A further step towards the adoption of ‘green agricultural practices’ in Kenya was announced in July, with the launching in Nairobi of AfriCert, a local agricultural standards certification agency. The promotion of increased environmental certification of crops such as fruit and vegetables, cut flowers, cotton, tea, cocoa and coffee, is seen as linking into emerging market trends. AfriCert’s managing director, Ruth Nyaga, argues that ‘by adopting sustainable farming practices, farmers can now access international speciality and niche markets for their agricultural products such as coffee, tea and cocoa’. It is also hoped that improved certification will open up new market opportunities in Asia, particularly in Japan ‘where sanitary and safety standards are very strict and high’.
According to the Kenyan permanent secretary for agriculture, Romano Kiome, ‘certification will generate competitive advantage for products and satisfy the needs of a growing number of consumers who wish to align their purchasing behaviours in an environmentally sound direction.’ At present, government policy requires farmers to follow a specific range of sustainable agricultural practices.
Initiatives are under way to comply with sustainable agricultural practice standards. According to the managing director of the Tea Board of Kenya, Sicily Kariuki, ‘already, the Kenya Tea Development Authority has achieved Rainforest Alliance certification for 42 out of the 65 tea factories it manages. It has also trained more than half of its 560,000 smallholder farmers on the principles of environment-friendly farming.’ Mrs Kariuki expects ‘all small-scale tea farmers, factories and estates to be fully compliant with the pillars of “green agriculture” by 2015.’
These developments need to be seen against the background of major multinationals such as Kraft, Nestlé and Unilever (among many others) setting targets for the procurement and use of sustainably certified raw materials. They also need to be seen against the background of sector-wide initiatives, such as the announcement in June 2012 that ‘all major supermarkets, trading companies and NGOs in the Netherlands’ had signed a covenant, committing themselves to ensuring that by 2020 ‘all fresh fruits and vegetables in Dutch supermarkets are sustainably produced’ (see Agritrade article ‘ Sustainability concerns go mainstream in Dutch fruit and vegetable sector’, 29 July 2012).

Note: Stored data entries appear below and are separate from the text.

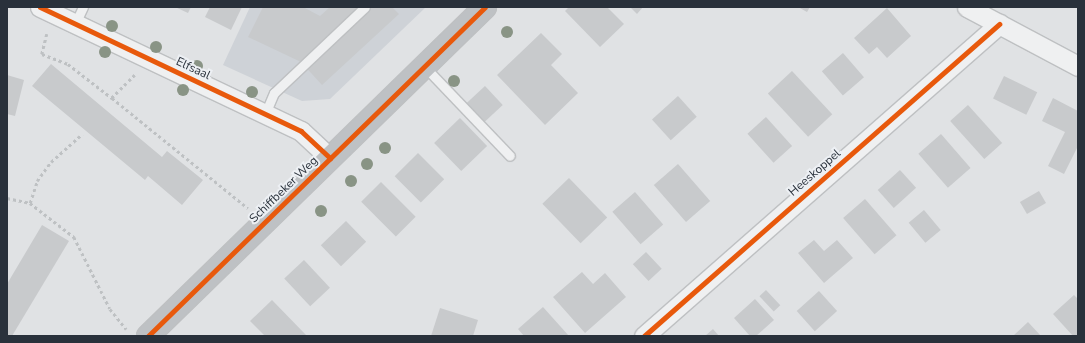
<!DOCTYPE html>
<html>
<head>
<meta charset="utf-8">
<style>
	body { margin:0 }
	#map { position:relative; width:1085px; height:343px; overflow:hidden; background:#e0e2e4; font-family:"Nunito Sans",sans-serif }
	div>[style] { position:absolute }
	.built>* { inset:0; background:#ced2d7 }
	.building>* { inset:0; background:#c8cacc; transform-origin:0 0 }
	.path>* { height:2.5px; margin-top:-1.25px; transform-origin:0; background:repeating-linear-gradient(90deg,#bec1c3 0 3px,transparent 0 6px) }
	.roads { filter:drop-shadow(1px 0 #bec0c2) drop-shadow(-1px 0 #bec0c2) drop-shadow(0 1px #bec0c2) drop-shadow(0 -1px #bec0c2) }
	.service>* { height:9px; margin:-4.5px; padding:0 4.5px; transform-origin:4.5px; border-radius:4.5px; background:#eff0f1 }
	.minor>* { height:19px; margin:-9.5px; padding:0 9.5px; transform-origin:9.5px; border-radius:9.5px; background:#eff0f1 }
	.secondary>* { height:22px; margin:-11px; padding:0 11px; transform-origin:11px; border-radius:11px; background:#bec1c4 }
	.cycleway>* { height:5px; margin:-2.5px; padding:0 2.5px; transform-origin:2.5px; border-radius:2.5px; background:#e8590c }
	.trees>* { width:12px; height:12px; margin:-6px; border-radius:50%; background:#899485 }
	span { translate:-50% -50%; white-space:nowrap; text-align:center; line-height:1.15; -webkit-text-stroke:4px #edf0f4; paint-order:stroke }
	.street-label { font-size:12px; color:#29313b }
	.frame { position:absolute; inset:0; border:8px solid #29313b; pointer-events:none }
</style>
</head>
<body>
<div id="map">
	<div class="built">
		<div style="clip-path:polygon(250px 7px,426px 7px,330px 99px,302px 101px,223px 65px)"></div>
	</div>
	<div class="building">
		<div style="clip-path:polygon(175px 7px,191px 7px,188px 13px)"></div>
		<div style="clip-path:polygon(210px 7px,242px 7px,231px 30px,205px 17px)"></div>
		<div style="clip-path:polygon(263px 7px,303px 7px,320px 16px,330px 7px,392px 7px,399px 14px,322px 85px,301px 62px,248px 37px)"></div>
		<div style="clip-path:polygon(569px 7px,607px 7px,624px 24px,600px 47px,565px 11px)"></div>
		<div style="clip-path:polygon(630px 7px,643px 7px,637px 14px)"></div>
		<div style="clip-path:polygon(798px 7px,810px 7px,807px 12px)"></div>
		<div style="clip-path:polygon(887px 8px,911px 36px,887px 58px,877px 47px,869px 54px,854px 38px)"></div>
		<div style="clip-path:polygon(541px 33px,562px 54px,551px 65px,578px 93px,545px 125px,497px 75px)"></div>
		<div style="left:843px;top:53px;width:32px;height:28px;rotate:49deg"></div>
		<div style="clip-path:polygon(51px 64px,162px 157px,167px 151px,203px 180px,182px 205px,148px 176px,145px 180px,32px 86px)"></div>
		<div style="left:792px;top:71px;width:59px;height:33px;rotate:47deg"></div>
		<div style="clip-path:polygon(7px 75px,24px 80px,15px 116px,7px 114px)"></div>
		<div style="left:1004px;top:76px;width:37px;height:25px;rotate:26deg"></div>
		<div style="left:485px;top:86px;width:26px;height:25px;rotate:47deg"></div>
		<div style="left:678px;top:96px;width:28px;height:35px;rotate:48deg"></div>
		<div style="clip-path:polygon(1053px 98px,1078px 111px,1078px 146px,1064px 174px,1048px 166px,1065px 132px,1042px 121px)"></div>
		<div style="left:968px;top:105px;width:51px;height:24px;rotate:48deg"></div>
		<div style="left:766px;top:117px;width:39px;height:25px;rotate:48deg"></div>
		<div style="left:460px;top:118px;width:39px;height:36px;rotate:46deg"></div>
		<div style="left:941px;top:134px;width:45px;height:30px;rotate:49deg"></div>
		<div style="left:418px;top:153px;width:37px;height:33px;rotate:45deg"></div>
		<div style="left:678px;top:164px;width:49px;height:32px;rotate:49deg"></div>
		<div style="left:900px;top:170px;width:24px;height:30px;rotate:48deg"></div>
		<div style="left:569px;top:178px;width:55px;height:37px;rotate:46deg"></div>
		<div style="left:381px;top:182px;width:49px;height:28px;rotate:45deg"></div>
		<div style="left:1039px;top:191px;width:14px;height:22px;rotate:60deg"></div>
		<div style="left:635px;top:192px;width:43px;height:30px;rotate:49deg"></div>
		<div style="left:865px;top:199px;width:48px;height:29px;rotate:49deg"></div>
		<div style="left:924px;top:210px;width:26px;height:20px;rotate:50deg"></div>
		<div style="left:346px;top:221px;width:29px;height:35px;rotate:46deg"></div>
		<div style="clip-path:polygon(42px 225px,69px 241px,12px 336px,7px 336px,7px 284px)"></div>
		<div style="clip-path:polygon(814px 240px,824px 251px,837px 240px,853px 258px,824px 283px,798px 253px)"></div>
		<div style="left:646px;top:252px;width:23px;height:18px;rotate:47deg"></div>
		<div style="left:304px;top:260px;width:38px;height:27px;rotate:47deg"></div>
		<div style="clip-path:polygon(582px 272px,593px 284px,605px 273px,626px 297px,585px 333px,553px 297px)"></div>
		<div style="left:766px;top:290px;width:21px;height:9px;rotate:47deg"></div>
		<div style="left:819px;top:291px;width:27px;height:30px;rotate:48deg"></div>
		<div style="clip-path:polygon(1074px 295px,1078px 299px,1078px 336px,1073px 336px,1053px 314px)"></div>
		<div style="clip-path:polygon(755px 299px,774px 320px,756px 336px,750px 336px,734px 318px)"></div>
		<div style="clip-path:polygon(272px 300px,307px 336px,265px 336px,250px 321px)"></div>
		<div style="clip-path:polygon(543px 307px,569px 336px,524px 336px,518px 329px)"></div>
		<div style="clip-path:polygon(440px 308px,478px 320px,473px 336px,431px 336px)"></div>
		<div style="clip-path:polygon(1028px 322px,1041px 336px,1013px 336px)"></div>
		<div style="clip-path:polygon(713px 329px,719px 336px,705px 336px)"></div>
	</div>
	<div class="path">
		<div style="left:47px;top:34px;width:21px;rotate:104deg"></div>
		<div style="left:42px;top:54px;width:28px;rotate:21deg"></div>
		<div style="left:68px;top:64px;width:56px;rotate:37.7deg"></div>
		<div style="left:135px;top:75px;width:33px;rotate:135deg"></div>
		<div style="left:112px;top:98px;width:175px;rotate:39deg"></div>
		<div style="left:7px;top:198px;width:24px;rotate:12deg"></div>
		<div style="left:30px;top:203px;width:56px;rotate:37.7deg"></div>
		<div style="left:74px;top:237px;width:80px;rotate:63.4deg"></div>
		<div style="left:110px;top:309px;width:26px;rotate:51deg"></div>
		<div style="left:30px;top:203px;width:23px;rotate:-72deg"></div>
		<div style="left:37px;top:181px;width:24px;rotate:-54deg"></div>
		<div style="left:51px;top:162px;width:42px;rotate:-42.1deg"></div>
	</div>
	<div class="roads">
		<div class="service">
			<div style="left:75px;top:24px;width:19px;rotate:-65deg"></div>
			<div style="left:424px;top:66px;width:124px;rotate:46.3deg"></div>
			<div style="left:265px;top:114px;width:23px;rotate:-67deg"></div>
			<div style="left:274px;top:93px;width:125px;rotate:-43.4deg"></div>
		</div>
		<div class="minor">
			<div style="left:40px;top:7px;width:289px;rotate:25.4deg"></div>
			<div style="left:301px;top:131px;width:40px;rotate:43deg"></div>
			<div style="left:967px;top:7px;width:126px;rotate:28deg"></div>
			<div style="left:644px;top:336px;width:473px;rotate:-41.3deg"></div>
		</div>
		<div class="secondary">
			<div style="left:148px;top:336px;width:471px;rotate:-44.3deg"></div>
		</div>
	</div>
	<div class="cycleway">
		<div style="left:40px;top:7px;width:289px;rotate:25.4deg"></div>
		<div style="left:301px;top:131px;width:40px;rotate:43deg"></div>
		<div style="left:148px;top:336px;width:471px;rotate:-44.3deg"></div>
		<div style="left:644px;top:336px;width:473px;rotate:-41.3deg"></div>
	</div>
	<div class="trees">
		<div style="left:112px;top:26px"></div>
		<div style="left:507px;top:32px"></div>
		<div style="left:156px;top:47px"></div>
		<div style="left:105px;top:52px"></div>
		<div style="left:197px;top:66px"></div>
		<div style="left:454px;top:81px"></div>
		<div style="left:183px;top:90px"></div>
		<div style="left:252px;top:92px"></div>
		<div style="left:385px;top:148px"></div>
		<div style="left:367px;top:164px"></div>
		<div style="left:351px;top:181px"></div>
		<div style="left:321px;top:211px"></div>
	</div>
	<div class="street-label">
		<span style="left:193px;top:69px;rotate:25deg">Elfsaal</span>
		<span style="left:815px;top:173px;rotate:-41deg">Heeskoppel</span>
		<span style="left:284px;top:190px;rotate:-44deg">Schiffbeker Weg</span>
	</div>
	<div class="frame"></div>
</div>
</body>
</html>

The nominal launch of AfriCert (which has been in operation for a number of years) reflects growing Kenyan government recognition of the need to enhance services to smallholder farmers, in order to improve responsiveness to consumer demand in both traditional and non-traditional markets. This can be seen as part of a response strategy to intensifying competition.
While this response strategy includes a nominal increase in government attention to ‘green farming’ (taking on issues initially promoted by NGOs and the private sector), it has yet to be fully reflected at the regulatory level, for example, in terms of the establishment of a modern regulatory framework and a government support verification and certification system for organic products (eventually enabling the attainment of mutual recognition and reducing costs for exporters). Equally, ‘green farming’ and the use of ‘green technologies’ do not feature in important policy papers such as the Draft Sessional Paper on National Food and Nutrition Security (which does however address the issue of production, importation and consumption of genetically modified foods) or the 2010–2020 Agricultural Sector Development Strategy.
Much of the promotion of ‘green technologies’ in Kenya thus continues to be private-sector based, with government only now beginning to engage with these processes and stakeholders.